Oh, and don't throw in the towel. Wipe the sweat off with it and give it a new go.


----------



## 3285jeff (Sep 12, 2013)

no,,actually I ordered the penn state one from amazon,,i believe its the csc3000 tn plated,,and yes I did cut a tendon joint in it,,and to be honest,,im scared now to do anything on the lathe,,lol,,im not a quitter as a rule but again I don't want to be smacked up side my head either,,,lol


----------



## LeeMills (Nov 2, 2014)

My mistake, I thought you had the G3. I am not real familiar with the PSI so form the tenon as the jaws require, some jaws are straight and some dovetail.
Did you use tailstock support? You can do most of the hollowing with a pull cut rather than a push cut and leave the tailstock in place for quite a while.
Others may have better ideas on the potential problem. As John said, it may just be too large a tenon for the jaws.
If you watch the videos it is extremely important to have a flat surface for the top of the jaws to seat against and the tenon should not bottom out inside the chuck jaws.


----------



## 3285jeff (Sep 12, 2013)

thank you,,i did not try the pulling it back on the end,,,,i was thinking about getting some tools,,all I have is a rougting gouge and skew,,and parting tool,,these are tools that came with a shopsmith


----------



## crank49 (Apr 7, 2010)

A *tendon* is what attaches a muscle to a bone.

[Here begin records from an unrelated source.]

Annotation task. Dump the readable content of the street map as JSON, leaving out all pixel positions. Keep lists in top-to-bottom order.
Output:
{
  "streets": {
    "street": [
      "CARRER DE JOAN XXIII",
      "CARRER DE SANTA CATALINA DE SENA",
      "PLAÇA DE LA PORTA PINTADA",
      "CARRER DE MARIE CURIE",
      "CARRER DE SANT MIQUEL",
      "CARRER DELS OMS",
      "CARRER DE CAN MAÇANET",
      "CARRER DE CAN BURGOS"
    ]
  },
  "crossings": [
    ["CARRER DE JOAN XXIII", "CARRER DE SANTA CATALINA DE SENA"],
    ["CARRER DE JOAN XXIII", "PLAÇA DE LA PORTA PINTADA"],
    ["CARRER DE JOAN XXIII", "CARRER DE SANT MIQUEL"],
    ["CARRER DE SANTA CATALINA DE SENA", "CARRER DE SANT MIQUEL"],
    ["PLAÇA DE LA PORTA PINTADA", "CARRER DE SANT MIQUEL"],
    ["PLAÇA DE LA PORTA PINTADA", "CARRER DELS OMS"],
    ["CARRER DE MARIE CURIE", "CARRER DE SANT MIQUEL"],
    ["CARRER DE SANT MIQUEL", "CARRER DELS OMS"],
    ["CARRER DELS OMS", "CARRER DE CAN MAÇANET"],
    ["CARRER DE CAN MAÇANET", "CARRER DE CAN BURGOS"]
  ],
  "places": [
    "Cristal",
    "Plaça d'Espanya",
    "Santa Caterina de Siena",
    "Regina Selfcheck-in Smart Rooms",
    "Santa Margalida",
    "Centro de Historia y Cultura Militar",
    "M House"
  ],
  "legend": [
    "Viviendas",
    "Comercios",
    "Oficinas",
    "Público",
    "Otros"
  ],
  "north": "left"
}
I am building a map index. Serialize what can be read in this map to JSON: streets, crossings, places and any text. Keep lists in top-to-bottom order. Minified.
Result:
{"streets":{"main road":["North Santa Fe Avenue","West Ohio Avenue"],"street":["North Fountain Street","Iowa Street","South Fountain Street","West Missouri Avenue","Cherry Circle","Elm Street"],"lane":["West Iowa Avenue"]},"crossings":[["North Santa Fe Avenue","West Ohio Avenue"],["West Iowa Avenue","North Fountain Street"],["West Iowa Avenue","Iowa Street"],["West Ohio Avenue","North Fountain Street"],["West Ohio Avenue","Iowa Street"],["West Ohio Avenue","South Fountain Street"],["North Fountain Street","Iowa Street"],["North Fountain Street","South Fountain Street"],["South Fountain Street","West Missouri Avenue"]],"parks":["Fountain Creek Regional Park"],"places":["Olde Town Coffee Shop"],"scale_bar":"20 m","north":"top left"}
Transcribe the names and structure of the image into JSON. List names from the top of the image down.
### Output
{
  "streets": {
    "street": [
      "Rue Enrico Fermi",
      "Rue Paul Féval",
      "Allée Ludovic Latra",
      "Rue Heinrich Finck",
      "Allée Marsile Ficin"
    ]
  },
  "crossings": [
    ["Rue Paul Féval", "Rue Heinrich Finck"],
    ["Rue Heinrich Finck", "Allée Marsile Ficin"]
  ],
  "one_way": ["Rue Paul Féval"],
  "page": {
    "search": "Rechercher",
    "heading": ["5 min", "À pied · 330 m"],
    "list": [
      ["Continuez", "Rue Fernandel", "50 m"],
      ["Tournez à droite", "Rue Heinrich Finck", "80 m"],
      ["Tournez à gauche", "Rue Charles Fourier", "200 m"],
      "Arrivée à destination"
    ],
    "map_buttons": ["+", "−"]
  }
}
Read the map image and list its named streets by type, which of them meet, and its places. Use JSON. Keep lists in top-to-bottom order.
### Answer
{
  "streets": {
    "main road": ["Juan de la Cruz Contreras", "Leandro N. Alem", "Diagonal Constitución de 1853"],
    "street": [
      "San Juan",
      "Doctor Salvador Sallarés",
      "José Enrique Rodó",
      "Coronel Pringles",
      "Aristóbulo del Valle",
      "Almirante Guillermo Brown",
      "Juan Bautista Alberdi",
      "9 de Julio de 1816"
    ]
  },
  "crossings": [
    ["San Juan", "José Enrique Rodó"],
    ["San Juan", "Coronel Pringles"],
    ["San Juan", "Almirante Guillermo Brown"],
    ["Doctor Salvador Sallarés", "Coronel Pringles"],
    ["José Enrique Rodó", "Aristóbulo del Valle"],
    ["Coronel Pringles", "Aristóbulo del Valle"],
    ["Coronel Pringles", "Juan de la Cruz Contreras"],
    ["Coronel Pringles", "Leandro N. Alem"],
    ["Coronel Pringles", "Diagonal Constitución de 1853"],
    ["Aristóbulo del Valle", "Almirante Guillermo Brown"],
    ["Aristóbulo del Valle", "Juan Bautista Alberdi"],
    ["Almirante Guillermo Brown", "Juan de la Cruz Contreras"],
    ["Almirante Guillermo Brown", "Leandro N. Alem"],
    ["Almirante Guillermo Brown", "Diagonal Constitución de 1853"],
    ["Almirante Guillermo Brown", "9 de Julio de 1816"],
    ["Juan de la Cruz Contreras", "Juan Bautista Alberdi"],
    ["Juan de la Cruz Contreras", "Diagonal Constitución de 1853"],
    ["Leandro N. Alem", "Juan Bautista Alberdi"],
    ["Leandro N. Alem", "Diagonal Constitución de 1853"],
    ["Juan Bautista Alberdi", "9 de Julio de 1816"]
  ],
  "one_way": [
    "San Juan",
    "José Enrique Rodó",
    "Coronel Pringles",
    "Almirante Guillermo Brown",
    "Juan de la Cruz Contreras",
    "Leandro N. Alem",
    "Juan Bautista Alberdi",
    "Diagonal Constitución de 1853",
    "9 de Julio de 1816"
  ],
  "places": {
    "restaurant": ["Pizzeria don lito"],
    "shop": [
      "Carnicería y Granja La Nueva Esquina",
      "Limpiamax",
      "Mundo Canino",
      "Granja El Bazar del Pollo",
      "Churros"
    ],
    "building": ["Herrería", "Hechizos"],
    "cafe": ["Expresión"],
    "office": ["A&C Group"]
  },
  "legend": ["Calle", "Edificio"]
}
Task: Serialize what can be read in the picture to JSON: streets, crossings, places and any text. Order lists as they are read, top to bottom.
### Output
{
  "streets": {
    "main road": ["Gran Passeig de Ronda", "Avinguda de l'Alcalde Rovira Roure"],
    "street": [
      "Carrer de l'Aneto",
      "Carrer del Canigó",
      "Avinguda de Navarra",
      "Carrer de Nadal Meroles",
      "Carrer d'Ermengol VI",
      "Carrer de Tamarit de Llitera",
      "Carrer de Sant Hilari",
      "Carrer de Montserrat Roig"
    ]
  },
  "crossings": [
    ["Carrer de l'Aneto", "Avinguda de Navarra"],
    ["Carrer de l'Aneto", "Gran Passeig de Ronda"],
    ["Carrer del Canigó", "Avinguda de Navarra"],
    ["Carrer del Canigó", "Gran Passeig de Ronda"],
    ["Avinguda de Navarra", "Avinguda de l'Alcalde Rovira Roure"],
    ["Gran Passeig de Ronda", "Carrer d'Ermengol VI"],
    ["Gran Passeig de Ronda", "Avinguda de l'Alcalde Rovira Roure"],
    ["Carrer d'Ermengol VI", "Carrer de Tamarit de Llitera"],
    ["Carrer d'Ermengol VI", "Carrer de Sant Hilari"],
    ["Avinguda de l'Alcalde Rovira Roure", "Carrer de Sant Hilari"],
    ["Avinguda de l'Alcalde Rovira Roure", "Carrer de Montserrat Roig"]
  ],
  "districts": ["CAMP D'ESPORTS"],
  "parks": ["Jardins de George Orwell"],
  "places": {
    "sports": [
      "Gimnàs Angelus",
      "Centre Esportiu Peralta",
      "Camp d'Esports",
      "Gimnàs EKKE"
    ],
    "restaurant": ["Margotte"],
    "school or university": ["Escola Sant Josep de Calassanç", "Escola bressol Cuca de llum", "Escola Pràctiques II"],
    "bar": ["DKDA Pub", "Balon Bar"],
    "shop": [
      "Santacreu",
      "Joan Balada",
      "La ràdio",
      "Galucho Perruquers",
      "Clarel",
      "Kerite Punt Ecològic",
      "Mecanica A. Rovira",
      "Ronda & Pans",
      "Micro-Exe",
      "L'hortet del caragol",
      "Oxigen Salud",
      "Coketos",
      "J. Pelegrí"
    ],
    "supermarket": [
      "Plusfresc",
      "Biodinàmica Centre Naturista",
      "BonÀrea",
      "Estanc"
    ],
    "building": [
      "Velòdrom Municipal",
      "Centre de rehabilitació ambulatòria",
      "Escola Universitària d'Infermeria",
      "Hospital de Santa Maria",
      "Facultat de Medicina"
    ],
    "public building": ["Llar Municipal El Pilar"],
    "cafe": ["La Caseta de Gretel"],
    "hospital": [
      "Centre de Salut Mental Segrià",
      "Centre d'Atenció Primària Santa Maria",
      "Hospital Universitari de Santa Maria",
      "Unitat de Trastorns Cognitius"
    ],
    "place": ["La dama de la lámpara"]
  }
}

A *tenon* is an extended portion of a wood component used for attachment.

Just sayin.


----------



## 3285jeff (Sep 12, 2013)

please excuse my ignorance at spelling some words on here,,,i never went to college or have any degree


----------



## crank49 (Apr 7, 2010)

Please, no excuse needed. I was just trying to help get the terminology correct.
There are a lot of terms to learn in wood working.


----------



## TheDane (May 15, 2008)

> ... all I have is a rougting gouge and skew,,and parting tool,,these are tools that came with a shopsmith


Then you don't have the right tools. You cannot use a roughing gouge on a bowl … it is dangerous. Same goes for the skew and parting tool.


----------



## LeeMills (Nov 2, 2014)

Heck Jeff, although it had heard it (never saw it written) I thought a Morse Taper was a Morris Taper for years … must be my southern. 
I posted on a UK forum years ago to see if there was any difference in a spigot and a tenon. Nope. Nova instructions do not have tenons, they have spigots.

The roughing gouge can be dangerous with a bowl. The tang is weak compared to a bowl gouge and the tip is usually almost straight instead of swept back making it easy to catch the corner.

Oh, I don't think you can really make a pull cut with a spindle roughing gouge.


----------



## MrUnix (May 18, 2012)

Got an old spare drill bit? If you do, watch this video on using one to hollow a bowl:






Cheers,
Brad


----------



## wormil (Nov 19, 2011)

I used a parting tool on that last cup I made. Just drove that sucker right down to the bottom about 1/4" from the outside. I was pretty surprised at how well it worked and gave me a nice consistent wall thickness. Bowls are wider though and you'd be pushing at an angle against the chuck so maybe not a good idea.


----------



## 3285jeff (Sep 12, 2013)

I really do thank you for all your comments,,its really got me depressed..im not a quitter and I don't mind buying the right tools for the job,,,this is my only place that I can actually get educated on this,,the closest woodcraft store is about 70 miles away from me,,so classes are out,ut I reaaly do want to learn the proper way to do these things,,


----------



## 3285jeff (Sep 12, 2013)

can anyone tell me the tools I should buy that would help me,,


----------



## Bmezz (Aug 12, 2014)

Can I suggest going to you tube. There are dozens of videos there that will be of great help. You must never use a spindle roughing gouge on a bowl! Very dangerous. You could also try using a mortise instead of a tenon on your next bowl. You may find that a bit stronger. There is a learning curve. Go slow and build your knowledge and experience. And by all means stay safe. 
Cheers, Bob


----------



## TheDane (May 15, 2008)

I have to echo what BMezz said … you can learn a great deal by watching YouTube videos, especially those by turners like Sam Angelo, Lyle Jamison, Eddie Castelin, Reed Gray (Robo Hippy), etc.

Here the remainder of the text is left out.